Se editó para publicación digital en julio de 2017

 



ISBN
978-607-9046-83-5

 



Hecho en México


Para Javier Rizzo,

María Antonieta Chávez

y José Luis Magaña.




Y como las mujeres de ordinario son presurosas y amigas del saber, la primera que se llegó fue una de las amigas de don Antonio, y lo que le preguntó fue:

—Dime, cabeza, ¿qué haré yo para ser muy hermosa?

Y fuele respondido:

—Sé muy honesta.

No pregunto más dijo la preguntanta.

Llegó luego la compañera y dijo:

—Querría saber, cabeza, si mi marido me quiere bien o no.

Y respondiéronle:

—Mira las obras que te hace y echarlo has de ver…

Luego llegó uno de los dos amigos de don Antonio y preguntole:

—¿Quién soy yo?

Y fuele respondido:

—Tú lo sabes.

 

MIGUEL DE CERVANTES



CABEZA 1. Porción del cuerpo del hombre o de los animales, situada en la parte superior o anterior, en la que están localizados algunos órganos de los sentidos, el encéfalo y, generalmente, la boca.
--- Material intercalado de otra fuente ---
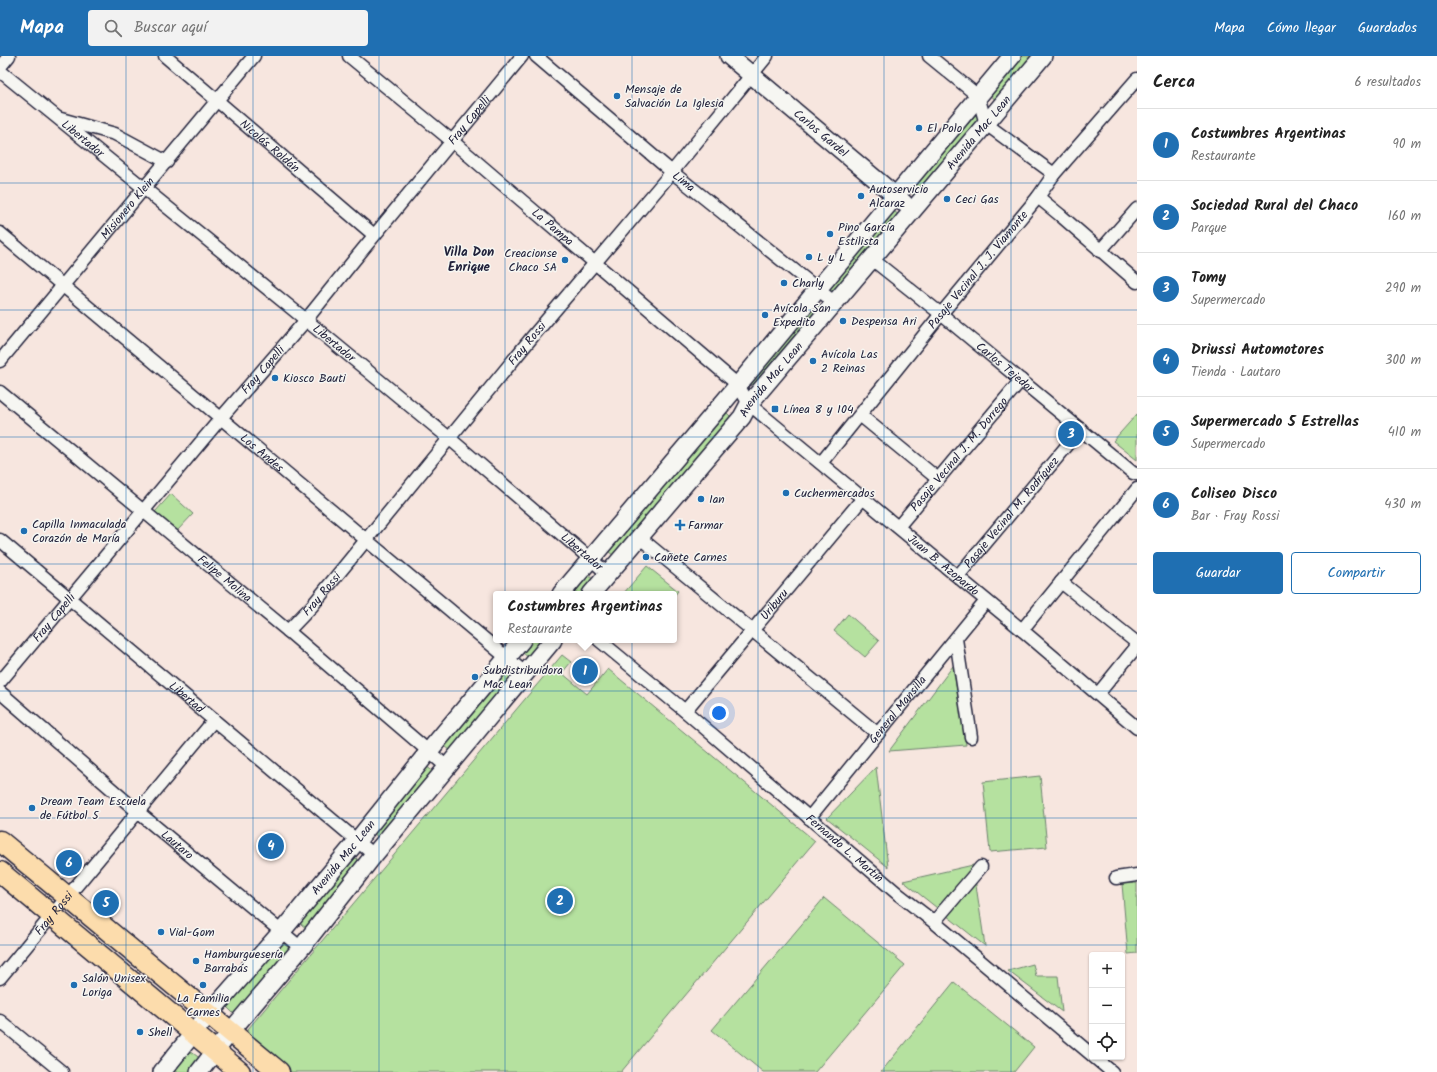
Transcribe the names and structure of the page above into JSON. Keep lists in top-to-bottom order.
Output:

Se entiende unas veces incluyendo el cuello y otras sin incluirlo. 2. Esa parte, excluida la cara: «Se ha dado un golpe en la cabeza». 3. Escultura, pintura o fotografía de la cabeza y el cuello o poco más. 4. Cosa o persona más importante entre otras.
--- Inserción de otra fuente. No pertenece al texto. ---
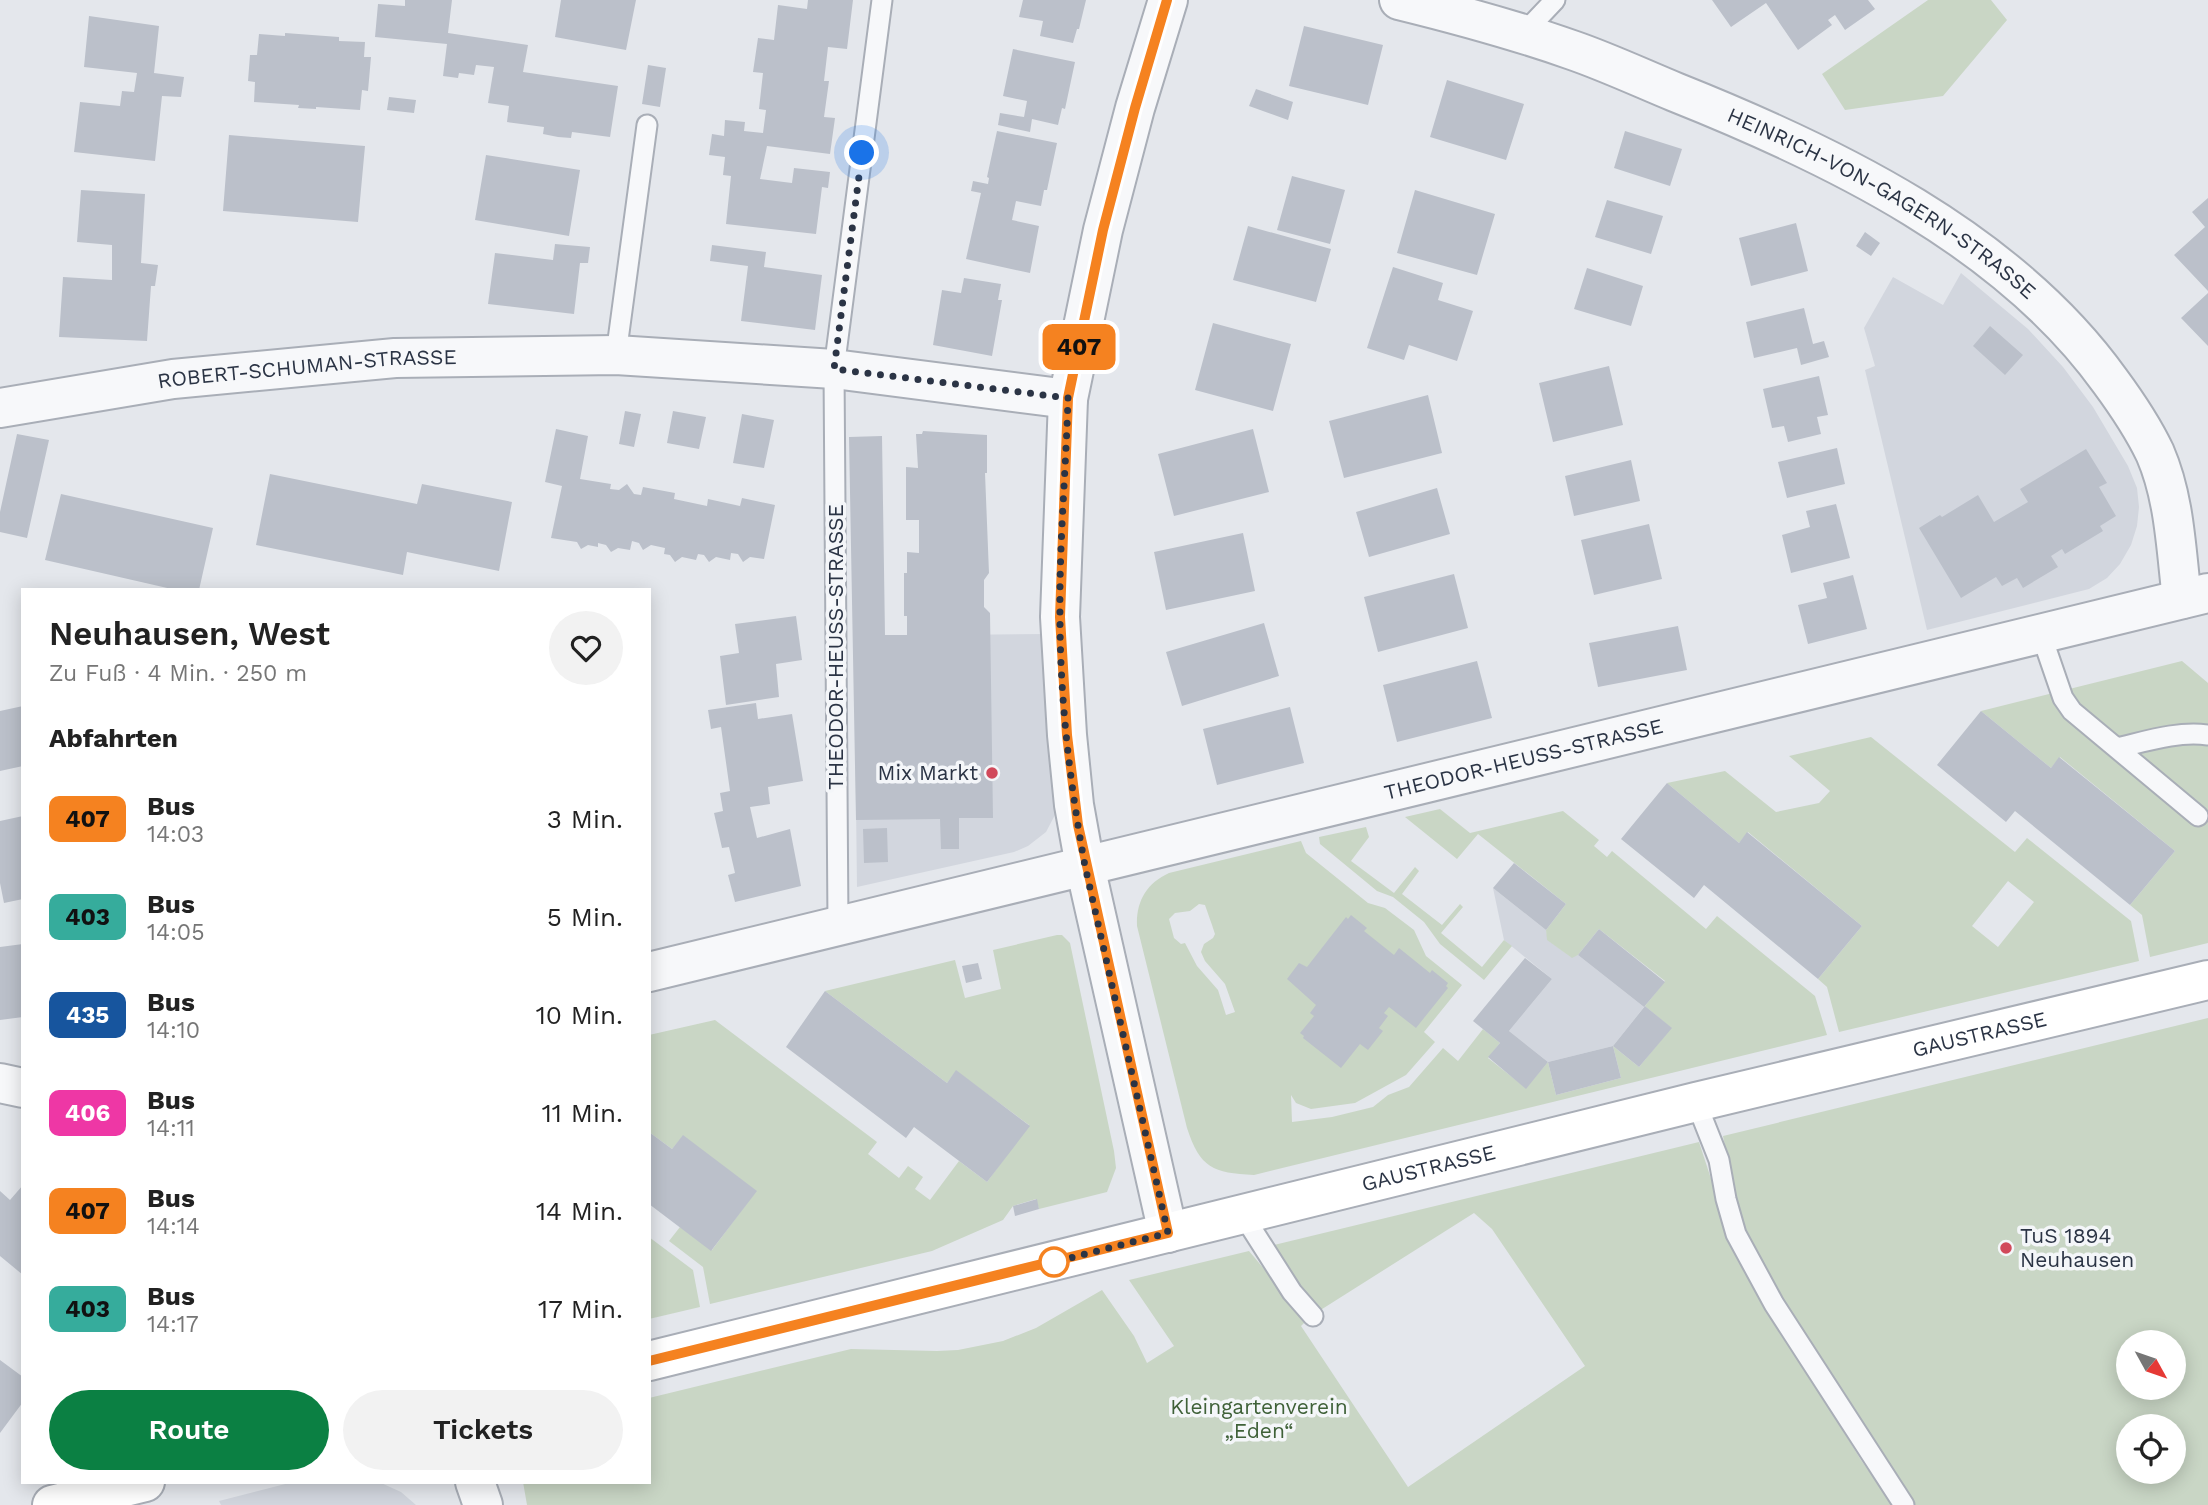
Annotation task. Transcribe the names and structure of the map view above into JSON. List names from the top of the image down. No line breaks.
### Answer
{"streets":{"main road":["GAUSTRASSE"],"street":["HEINRICH-VON-GAGERN-STRASSE","ROBERT-SCHUMAN-STRASSE","THEODOR-HEUSS-STRASSE"]},"crossings":[["HEINRICH-VON-GAGERN-STRASSE","THEODOR-HEUSS-STRASSE"],["ROBERT-SCHUMAN-STRASSE","THEODOR-HEUSS-STRASSE"]],"parks":["Kleingartenverein „Eden“"],"places":["Mix Markt","TuS 1894 Neuhausen"],"lines":["bus line 407"],"north":"bottom right","page":{"on_map":"407","heading":[["Neuhausen, West","Zu Fuß · 4 Min. · 250 m"],"Abfahrten"],"list":[{"mark":"407","name":"Bus","note":"14:03","value":"3 Min."},{"mark":"403","name":"Bus","note":"14:05","value":"5 Min."},{"mark":"435","name":"Bus","note":"14:10","value":"10 Min."},{"mark":"406","name":"Bus","note":"14:11","value":"11 Min."},{"mark":"407","name":"Bus","note":"14:14","value":"14 Min."},{"mark":"403","name":"Bus","note":"14:17","value":"17 Min."}],"buttons":["Route","Tickets"]}}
Diccionario de María Moliner

Benito hacía milagros





Habían pasado
Marcelino pan y vino unos días antes. Esa sí la vi completa, pero la biografía de Benito no. Creo que me quedé en la parte cuando entra al seminario. Supongo que de ahí vino la confusión; en la cabeza de un niño las cosas tienen sentido de una manera distinta. Para nosotros se trataba de la imagen de un santo: san Benito.

«Deben de haberle cortado la cabeza, por eso lo pintaron sólo del cuello para arriba», dije, pensando en una estampita que tenía mi abuela, en la que aparecía san Pablo después de que lo decapitaran: los ojos borrados y un círculo amarillo alrededor de las canas. Aidée me miraba con la boca abierta, sacando el aire por el espacio entre la lengua y los dientes, inclinados hacia fuera como si también ellos quisieran escapársele de las encías. Me gustaba Aidée, aunque caminara torcida hacia delante, y lo poco que dijera pareciera venir de un lugar por debajo de su garganta cargada de flemas. A pesar de que mi hermano insistiera en que era mi novia: «no te hagas, te encanta esa niña y sus ojos de vaca».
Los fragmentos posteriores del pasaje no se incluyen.